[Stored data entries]
================================

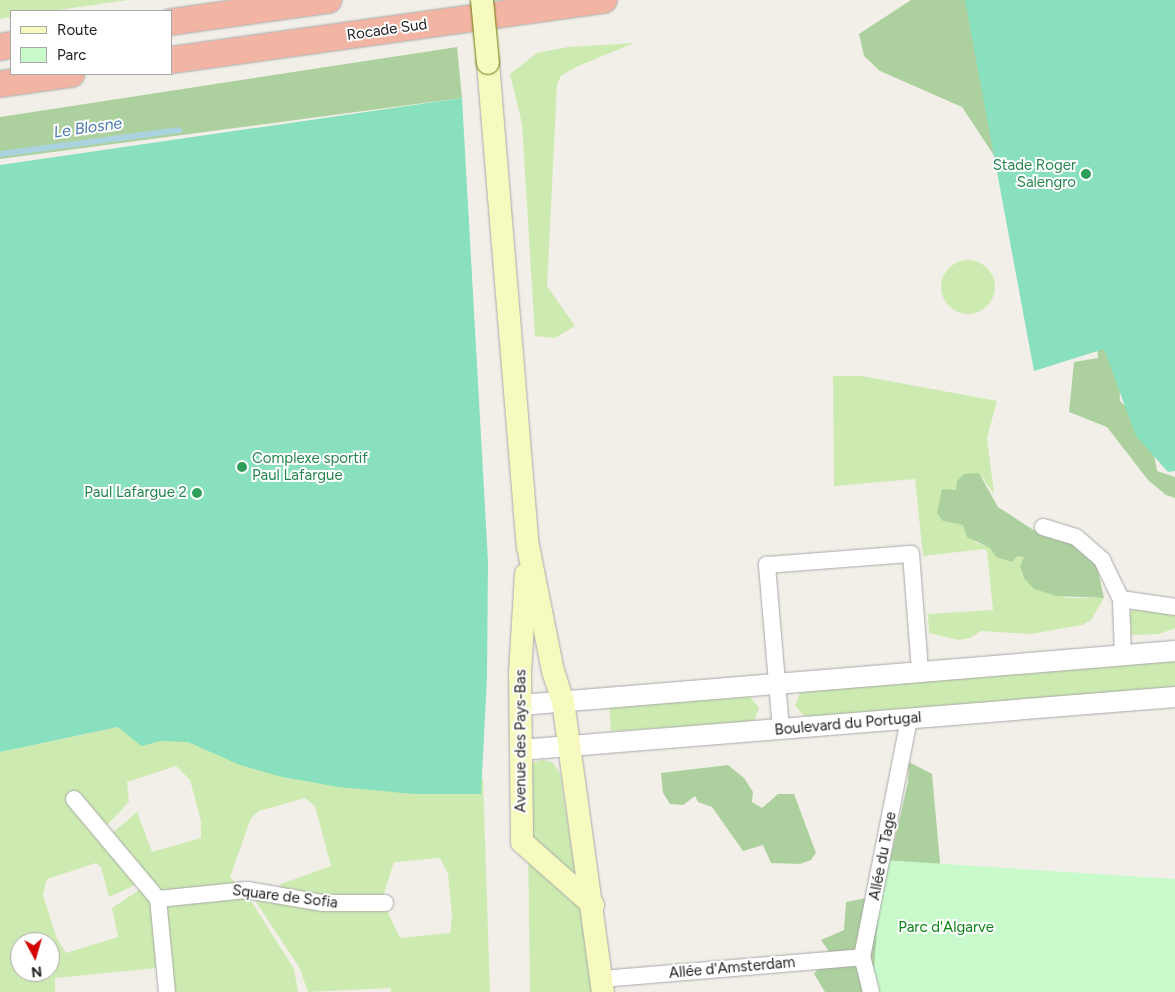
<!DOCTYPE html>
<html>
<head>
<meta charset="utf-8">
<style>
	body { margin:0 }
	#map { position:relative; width:1175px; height:992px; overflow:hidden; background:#f2efe9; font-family:Figtree,sans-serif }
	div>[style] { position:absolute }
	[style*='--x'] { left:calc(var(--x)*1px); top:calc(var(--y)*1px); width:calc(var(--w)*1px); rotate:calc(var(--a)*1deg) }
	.grass>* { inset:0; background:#cdebb0 }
	.round { border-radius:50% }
	.forest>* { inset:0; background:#add19e }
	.park>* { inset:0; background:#c8facc }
	.pitch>* { inset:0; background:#88e0be }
	.stream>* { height:6px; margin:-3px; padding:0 3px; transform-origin:3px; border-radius:3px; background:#aad3df }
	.roads { filter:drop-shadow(0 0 1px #a9a9a9) drop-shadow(0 0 1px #a9a9a9) }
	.minor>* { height:16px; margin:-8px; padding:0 8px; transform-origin:8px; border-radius:8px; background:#fff }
	.tertiary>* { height:20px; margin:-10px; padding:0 10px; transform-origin:10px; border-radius:10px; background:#fff }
	.secondary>* { height:22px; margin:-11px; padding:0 11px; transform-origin:11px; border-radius:11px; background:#f7fabf }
	.trunk>* { height:26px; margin:-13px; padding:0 13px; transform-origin:13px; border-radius:13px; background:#f2b4a3 }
	.bridges { filter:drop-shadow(0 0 1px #707d05) drop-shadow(0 0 1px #707d05) }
	.secondary-bridge>* { height:22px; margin:-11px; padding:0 11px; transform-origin:11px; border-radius:11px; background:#f7fabf }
	.dots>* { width:14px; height:14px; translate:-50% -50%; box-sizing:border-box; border:2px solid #fff; border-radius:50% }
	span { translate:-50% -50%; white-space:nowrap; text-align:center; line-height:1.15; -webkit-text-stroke:4px #fff; paint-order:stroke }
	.street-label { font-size:15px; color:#222 }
	.leisure-label { font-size:15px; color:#27864d }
	.right { translate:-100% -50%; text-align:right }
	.left { translate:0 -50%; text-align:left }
	.park-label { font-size:15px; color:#0c8416 }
	.water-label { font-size:16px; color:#4a7aab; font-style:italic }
	.legend { position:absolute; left:10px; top:10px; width:162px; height:65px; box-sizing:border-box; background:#fff; border:1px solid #a7a7a7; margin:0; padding:6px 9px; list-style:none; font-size:15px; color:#222 }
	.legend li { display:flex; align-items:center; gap:10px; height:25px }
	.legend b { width:25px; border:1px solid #a7a7a7 }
	.north { position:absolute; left:10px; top:932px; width:50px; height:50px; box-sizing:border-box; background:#fff; border:1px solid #a7a7a7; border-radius:50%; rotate:174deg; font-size:14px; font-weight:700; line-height:20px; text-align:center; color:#222 }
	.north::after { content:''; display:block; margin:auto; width:18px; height:22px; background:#d40000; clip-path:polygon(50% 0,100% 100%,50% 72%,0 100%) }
</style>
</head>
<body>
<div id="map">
	<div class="grass">
		<div style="clip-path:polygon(0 0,128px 0,51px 11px,11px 11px,11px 17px,0 19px)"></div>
		<div style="clip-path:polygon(634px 43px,576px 67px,561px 76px,557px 84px,547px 286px,575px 326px,555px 338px,535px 336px,522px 124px,510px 74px,537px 53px,568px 47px)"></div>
		<div class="round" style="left:941px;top:260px;width:54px;height:54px"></div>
		<div style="clip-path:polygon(833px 376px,862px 376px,997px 401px,987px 438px,994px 494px,979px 473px,956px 490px,943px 521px,963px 525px,976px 543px,1024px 557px,1020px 566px,1024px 578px,1067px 598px,1104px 598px,1091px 620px,1082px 625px,1031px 634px,981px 631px,970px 638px,958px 640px,929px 633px,928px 614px,993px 610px,987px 552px,985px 549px,923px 556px,915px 479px,834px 486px)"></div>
		<div style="clip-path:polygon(1137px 607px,1175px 614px,1175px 628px,1159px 634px,1132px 635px,1129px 614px)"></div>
		<div style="clip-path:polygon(1175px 659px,1175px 689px,806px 718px,795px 706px,800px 692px)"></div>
		<div style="clip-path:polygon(749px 695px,759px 708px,755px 719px,749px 723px,611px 731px,609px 705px)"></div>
		<div style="clip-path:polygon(evenodd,118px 727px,483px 779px,490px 992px,391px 992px,390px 988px,308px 992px,299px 967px,252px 896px,384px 905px,400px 938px,450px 933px,452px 916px,448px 874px,440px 858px,394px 862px,382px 900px,279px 892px,281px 884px,331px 866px,315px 806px,305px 798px,259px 811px,251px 818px,230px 877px,248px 896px,294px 969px,298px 992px,174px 992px,162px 906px,111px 834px,137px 812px,152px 852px,201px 838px,201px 821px,190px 780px,176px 766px,127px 782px,129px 802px,103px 829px,73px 807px,135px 885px,109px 897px,101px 867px,96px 863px,47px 879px,43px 895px,57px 939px,66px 953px,118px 937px,112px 908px,142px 888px,151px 902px,157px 968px,55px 978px,55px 992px,0 992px,0 752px,118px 727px,20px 942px,50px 942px,50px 972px,20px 972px,20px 942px)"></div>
		<div style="clip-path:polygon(542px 760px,552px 762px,560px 773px,593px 992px,530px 992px,527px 771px,532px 763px)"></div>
	</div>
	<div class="forest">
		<div style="clip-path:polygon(911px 0,1175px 0,1119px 373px,1120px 401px,1150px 430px,1157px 471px,1175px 477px,1175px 498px,1166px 495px,1148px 480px,1107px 427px,1069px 412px,1074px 362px,1098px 358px,1097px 346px,1003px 169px,962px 107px,880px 71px,864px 56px,859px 34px)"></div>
		<div style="clip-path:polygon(457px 47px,462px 98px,0 159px,0 117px)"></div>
		<div style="clip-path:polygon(979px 473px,998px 507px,1035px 531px,1074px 544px,1096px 562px,1104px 598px,1056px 596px,1034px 589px,1024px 578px,1020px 566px,1024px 557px,1017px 556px,1012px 562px,996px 557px,990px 548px,967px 537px,963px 525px,943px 521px,937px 513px,942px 489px,956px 490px,957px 481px,964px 474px)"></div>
		<div style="clip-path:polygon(909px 762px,932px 774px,940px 862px,927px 894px,985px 992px,825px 992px,814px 974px,830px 953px,821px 940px,844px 930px,846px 902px,882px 895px,908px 782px)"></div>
		<div style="clip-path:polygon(728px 765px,744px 778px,753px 792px,752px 802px,762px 808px,778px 794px,794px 794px,816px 853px,811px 860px,800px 864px,771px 863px,763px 845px,743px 851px,712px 807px,698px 802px,695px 796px,683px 805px,670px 804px,663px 793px,661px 773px)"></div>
	</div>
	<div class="park">
		<div style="clip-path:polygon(883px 860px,1175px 879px,1175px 992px,872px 992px)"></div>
	</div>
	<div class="pitch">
		<div style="clip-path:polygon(965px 0,1175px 0,1175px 471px,1168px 472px,1136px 436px,1104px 349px,1034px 371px)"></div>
		<div style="clip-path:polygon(462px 98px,488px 561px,487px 678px,481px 794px,415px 794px,339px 787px,282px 777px,240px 765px,188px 742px,161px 741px,141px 746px,118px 727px,0 752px,0 165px)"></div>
	</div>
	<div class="stream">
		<div style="--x:0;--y:154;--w:181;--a:-7.6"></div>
	</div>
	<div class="roads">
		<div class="minor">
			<div style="--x:1043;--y:527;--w:34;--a:17"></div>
			<div style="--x:1076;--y:537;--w:35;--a:41"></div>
			<div style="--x:1102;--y:560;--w:43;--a:64"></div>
			<div style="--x:1121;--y:599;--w:56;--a:88"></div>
			<div style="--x:1121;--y:599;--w:55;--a:8.4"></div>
			<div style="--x:781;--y:729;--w:165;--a:-94.9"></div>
			<div style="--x:767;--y:565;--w:144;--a:-4.4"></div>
			<div style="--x:911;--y:554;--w:118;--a:85.6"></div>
			<div style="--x:74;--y:799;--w:131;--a:50"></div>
			<div style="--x:602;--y:979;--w:261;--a:-4.8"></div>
			<div style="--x:167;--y:992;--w:93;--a:-95.5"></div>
			<div style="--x:158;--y:899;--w:89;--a:-5.8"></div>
			<div style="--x:247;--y:890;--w:76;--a:9.8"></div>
			<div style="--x:322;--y:903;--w:63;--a:0"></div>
			<div style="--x:871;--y:992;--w:36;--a:-104"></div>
			<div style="--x:862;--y:957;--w:243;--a:-78.8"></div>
		</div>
		<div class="tertiary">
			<div style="--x:521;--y:705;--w:656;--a:-4.72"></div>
			<div style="--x:520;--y:750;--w:657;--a:-4.63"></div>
		</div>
		<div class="secondary">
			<div style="--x:488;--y:63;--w:485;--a:85.3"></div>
			<div style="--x:528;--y:546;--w:127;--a:78.7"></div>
			<div style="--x:553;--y:671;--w:32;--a:72"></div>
			<div style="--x:563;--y:701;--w:294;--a:82.2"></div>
			<div style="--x:526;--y:574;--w:98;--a:93.5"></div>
			<div style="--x:520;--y:672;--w:170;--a:89.3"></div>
			<div style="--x:522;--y:842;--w:95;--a:41.6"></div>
		</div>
		<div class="trunk">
			<div style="--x:171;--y:22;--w:159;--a:-8"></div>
			<div style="--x:0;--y:47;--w:11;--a:-10"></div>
			<div style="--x:171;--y:60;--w:437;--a:-7.9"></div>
			<div style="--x:0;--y:84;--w:72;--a:-8"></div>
		</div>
	</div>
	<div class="bridges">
		<div class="secondary-bridge">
			<div style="--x:482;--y:0;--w:63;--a:84.6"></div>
		</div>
	</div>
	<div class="dots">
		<div style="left:1086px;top:174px;background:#2e9e5b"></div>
		<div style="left:242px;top:467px;background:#2e9e5b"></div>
		<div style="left:197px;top:493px;background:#2e9e5b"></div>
	</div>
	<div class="street-label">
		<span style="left:387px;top:30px;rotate:-8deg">Rocade Sud</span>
		<span style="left:848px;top:724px;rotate:-5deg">Boulevard du Portugal</span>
		<span style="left:521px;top:741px;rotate:-90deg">Avenue des Pays-Bas</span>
		<span style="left:883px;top:856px;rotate:-79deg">Allée du Tage</span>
		<span style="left:285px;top:897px;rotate:7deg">Square de Sofia</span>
		<span style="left:732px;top:968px;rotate:-5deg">Allée d'Amsterdam</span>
	</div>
	<div class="leisure-label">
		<span class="right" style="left:1076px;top:174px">Stade Roger<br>Salengro</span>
		<span class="left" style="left:252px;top:467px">Complexe sportif<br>Paul Lafargue</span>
		<span class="right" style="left:187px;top:493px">Paul Lafargue 2</span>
	</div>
	<div class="park-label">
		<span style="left:946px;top:928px">Parc d'Algarve</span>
	</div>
	<div class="water-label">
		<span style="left:88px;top:128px;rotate:-8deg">Le Blosne</span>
	</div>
	<ul class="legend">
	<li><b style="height:6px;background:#f7fabf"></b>Route</li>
	<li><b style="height:14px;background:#c8facc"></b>Parc</li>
	</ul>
	<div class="north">N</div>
</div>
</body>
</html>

================================

- _PROBLEM STATEMENT_
Set down, exactly as they appear above, all lines from the one that has "translate:-50% -50%; white-space:nowrap;" down to the one that has "translate:-100% -50%; text-align:right", including those two and no others.

- _RESPONSE BELOW_
	span { translate:-50% -50%; white-space:nowrap; text-align:center; line-height:1.15; -webkit-text-stroke:4px #fff; paint-order:stroke }
	.street-label { font-size:15px; color:#222 }
	.leisure-label { font-size:15px; color:#27864d }
	.right { translate:-100% -50%; text-align:right }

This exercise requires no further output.